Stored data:
☆ ☆ ☆ ☆ ☆

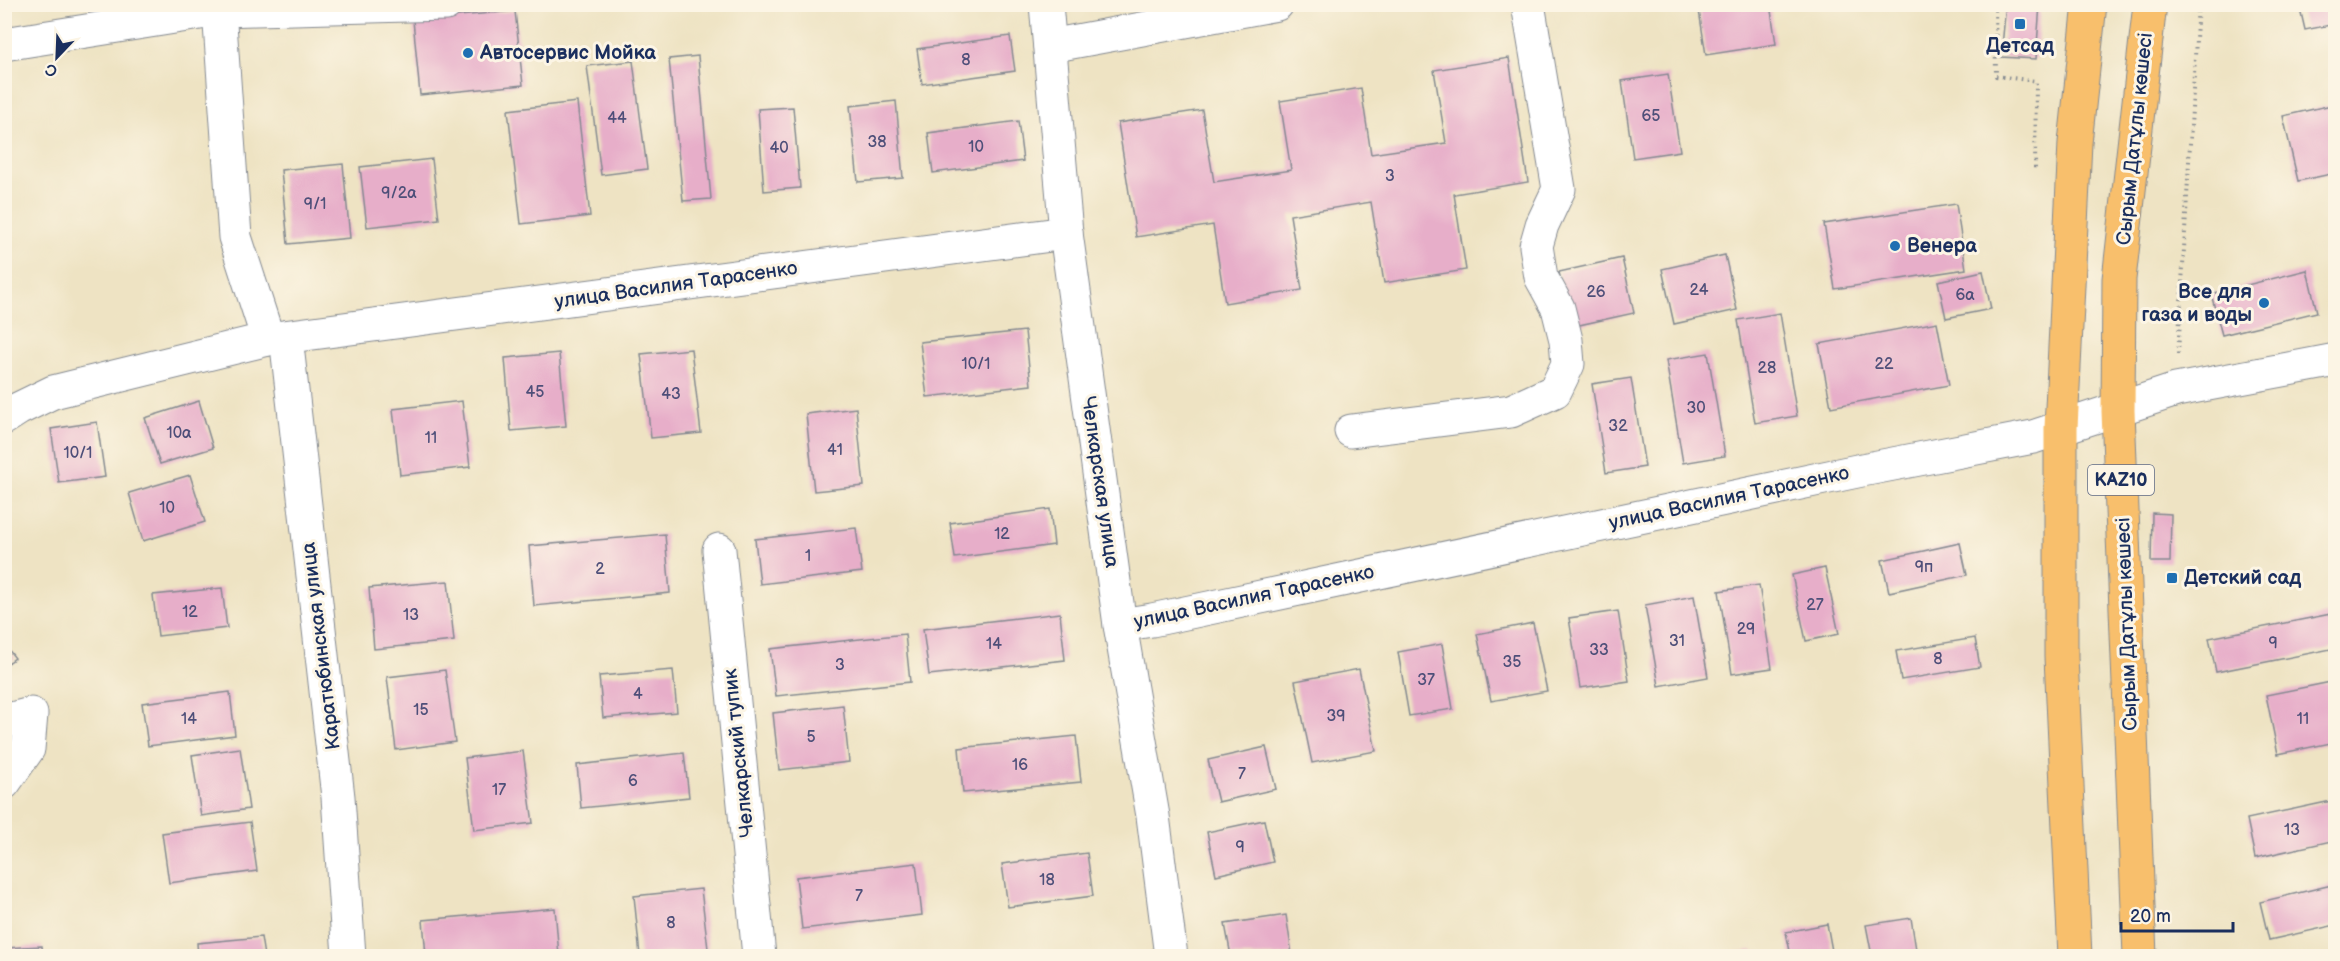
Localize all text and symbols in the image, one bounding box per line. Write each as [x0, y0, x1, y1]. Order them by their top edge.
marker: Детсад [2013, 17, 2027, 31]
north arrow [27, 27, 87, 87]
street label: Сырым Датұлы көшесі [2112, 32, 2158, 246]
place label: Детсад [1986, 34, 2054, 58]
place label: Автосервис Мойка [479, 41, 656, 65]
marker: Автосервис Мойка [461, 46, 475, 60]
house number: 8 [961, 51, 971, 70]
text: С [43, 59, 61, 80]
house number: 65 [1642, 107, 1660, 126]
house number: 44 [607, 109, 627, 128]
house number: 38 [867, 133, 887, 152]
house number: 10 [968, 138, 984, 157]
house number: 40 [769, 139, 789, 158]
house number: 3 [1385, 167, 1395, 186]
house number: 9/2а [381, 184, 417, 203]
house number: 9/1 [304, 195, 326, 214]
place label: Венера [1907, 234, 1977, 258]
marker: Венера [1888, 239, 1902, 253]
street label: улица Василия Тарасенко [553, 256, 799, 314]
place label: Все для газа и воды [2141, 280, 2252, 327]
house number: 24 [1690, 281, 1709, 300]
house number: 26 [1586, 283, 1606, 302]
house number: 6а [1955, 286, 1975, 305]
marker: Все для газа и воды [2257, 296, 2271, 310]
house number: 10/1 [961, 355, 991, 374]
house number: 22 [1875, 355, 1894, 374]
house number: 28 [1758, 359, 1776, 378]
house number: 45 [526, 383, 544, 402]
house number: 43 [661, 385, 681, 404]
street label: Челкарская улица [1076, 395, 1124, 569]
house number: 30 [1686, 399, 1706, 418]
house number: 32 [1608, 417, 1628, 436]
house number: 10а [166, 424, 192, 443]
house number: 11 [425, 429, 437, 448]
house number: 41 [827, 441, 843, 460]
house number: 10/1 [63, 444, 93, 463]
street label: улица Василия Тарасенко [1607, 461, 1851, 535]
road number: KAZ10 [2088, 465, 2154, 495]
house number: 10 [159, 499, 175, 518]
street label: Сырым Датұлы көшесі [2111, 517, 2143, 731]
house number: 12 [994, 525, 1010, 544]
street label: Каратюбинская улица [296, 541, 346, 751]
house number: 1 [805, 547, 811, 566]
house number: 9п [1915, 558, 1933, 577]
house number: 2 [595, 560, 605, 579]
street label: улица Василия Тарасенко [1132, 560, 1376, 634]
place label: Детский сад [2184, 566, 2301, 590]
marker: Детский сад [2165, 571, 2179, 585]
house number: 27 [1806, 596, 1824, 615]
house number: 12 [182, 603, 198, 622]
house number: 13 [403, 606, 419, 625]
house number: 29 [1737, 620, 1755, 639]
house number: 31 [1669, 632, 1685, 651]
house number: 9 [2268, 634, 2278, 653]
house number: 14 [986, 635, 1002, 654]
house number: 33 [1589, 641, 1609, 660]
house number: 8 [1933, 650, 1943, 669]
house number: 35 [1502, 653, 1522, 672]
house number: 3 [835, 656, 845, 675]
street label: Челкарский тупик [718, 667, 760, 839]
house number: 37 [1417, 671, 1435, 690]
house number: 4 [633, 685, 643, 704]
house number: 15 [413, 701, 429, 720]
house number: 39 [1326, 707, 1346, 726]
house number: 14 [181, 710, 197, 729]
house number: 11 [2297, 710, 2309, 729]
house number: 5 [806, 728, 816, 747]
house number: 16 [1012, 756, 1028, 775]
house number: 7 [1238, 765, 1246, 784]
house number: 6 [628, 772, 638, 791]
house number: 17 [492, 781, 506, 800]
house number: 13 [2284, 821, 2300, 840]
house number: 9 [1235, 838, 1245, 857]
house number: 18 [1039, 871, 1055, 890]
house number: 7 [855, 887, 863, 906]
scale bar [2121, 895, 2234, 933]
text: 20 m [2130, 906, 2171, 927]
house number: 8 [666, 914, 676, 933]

☆ ☆ ☆ ☆ ☆

▶ _AIM OF THE TASK_
For every entry above, please output the text exactly and leave any picture behind.

▶ _EXERCISE SOLUTION_
Localize all text and symbols in the image, one bounding box per line. Write each as [x0, y0, x1, y1]. Order them by their top edge.
marker: Детсад [2013, 17, 2027, 31]
north arrow [27, 27, 87, 87]
street label: Сырым Датұлы көшесі [2112, 32, 2158, 246]
place label: Детсад [1986, 34, 2054, 58]
place label: Автосервис Мойка [479, 41, 656, 65]
marker: Автосервис Мойка [461, 46, 475, 60]
house number: 8 [961, 51, 971, 70]
text: С [43, 59, 61, 80]
house number: 65 [1642, 107, 1660, 126]
house number: 44 [607, 109, 627, 128]
house number: 38 [867, 133, 887, 152]
house number: 10 [968, 138, 984, 157]
house number: 40 [769, 139, 789, 158]
house number: 3 [1385, 167, 1395, 186]
house number: 9/2а [381, 184, 417, 203]
house number: 9/1 [304, 195, 326, 214]
place label: Венера [1907, 234, 1977, 258]
marker: Венера [1888, 239, 1902, 253]
street label: улица Василия Тарасенко [553, 256, 799, 314]
place label: Все для газа и воды [2141, 280, 2252, 327]
house number: 24 [1690, 281, 1709, 300]
house number: 26 [1586, 283, 1606, 302]
house number: 6а [1955, 286, 1975, 305]
marker: Все для газа и воды [2257, 296, 2271, 310]
house number: 10/1 [961, 355, 991, 374]
house number: 22 [1875, 355, 1894, 374]
house number: 28 [1758, 359, 1776, 378]
house number: 45 [526, 383, 544, 402]
house number: 43 [661, 385, 681, 404]
street label: Челкарская улица [1076, 395, 1124, 569]
house number: 30 [1686, 399, 1706, 418]
house number: 32 [1608, 417, 1628, 436]
house number: 10а [166, 424, 192, 443]
house number: 11 [425, 429, 437, 448]
house number: 41 [827, 441, 843, 460]
house number: 10/1 [63, 444, 93, 463]
street label: улица Василия Тарасенко [1607, 461, 1851, 535]
road number: KAZ10 [2088, 465, 2154, 495]
house number: 10 [159, 499, 175, 518]
street label: Сырым Датұлы көшесі [2111, 517, 2143, 731]
house number: 12 [994, 525, 1010, 544]
street label: Каратюбинская улица [296, 541, 346, 751]
house number: 1 [805, 547, 811, 566]
house number: 9п [1915, 558, 1933, 577]
house number: 2 [595, 560, 605, 579]
street label: улица Василия Тарасенко [1132, 560, 1376, 634]
place label: Детский сад [2184, 566, 2301, 590]
marker: Детский сад [2165, 571, 2179, 585]
house number: 27 [1806, 596, 1824, 615]
house number: 12 [182, 603, 198, 622]
house number: 13 [403, 606, 419, 625]
house number: 29 [1737, 620, 1755, 639]
house number: 31 [1669, 632, 1685, 651]
house number: 9 [2268, 634, 2278, 653]
house number: 14 [986, 635, 1002, 654]
house number: 33 [1589, 641, 1609, 660]
house number: 8 [1933, 650, 1943, 669]
house number: 35 [1502, 653, 1522, 672]
house number: 3 [835, 656, 845, 675]
street label: Челкарский тупик [718, 667, 760, 839]
house number: 37 [1417, 671, 1435, 690]
house number: 4 [633, 685, 643, 704]
house number: 15 [413, 701, 429, 720]
house number: 39 [1326, 707, 1346, 726]
house number: 14 [181, 710, 197, 729]
house number: 11 [2297, 710, 2309, 729]
house number: 5 [806, 728, 816, 747]
house number: 16 [1012, 756, 1028, 775]
house number: 7 [1238, 765, 1246, 784]
house number: 6 [628, 772, 638, 791]
house number: 17 [492, 781, 506, 800]
house number: 13 [2284, 821, 2300, 840]
house number: 9 [1235, 838, 1245, 857]
house number: 18 [1039, 871, 1055, 890]
house number: 7 [855, 887, 863, 906]
scale bar [2121, 895, 2234, 933]
text: 20 m [2130, 906, 2171, 927]
house number: 8 [666, 914, 676, 933]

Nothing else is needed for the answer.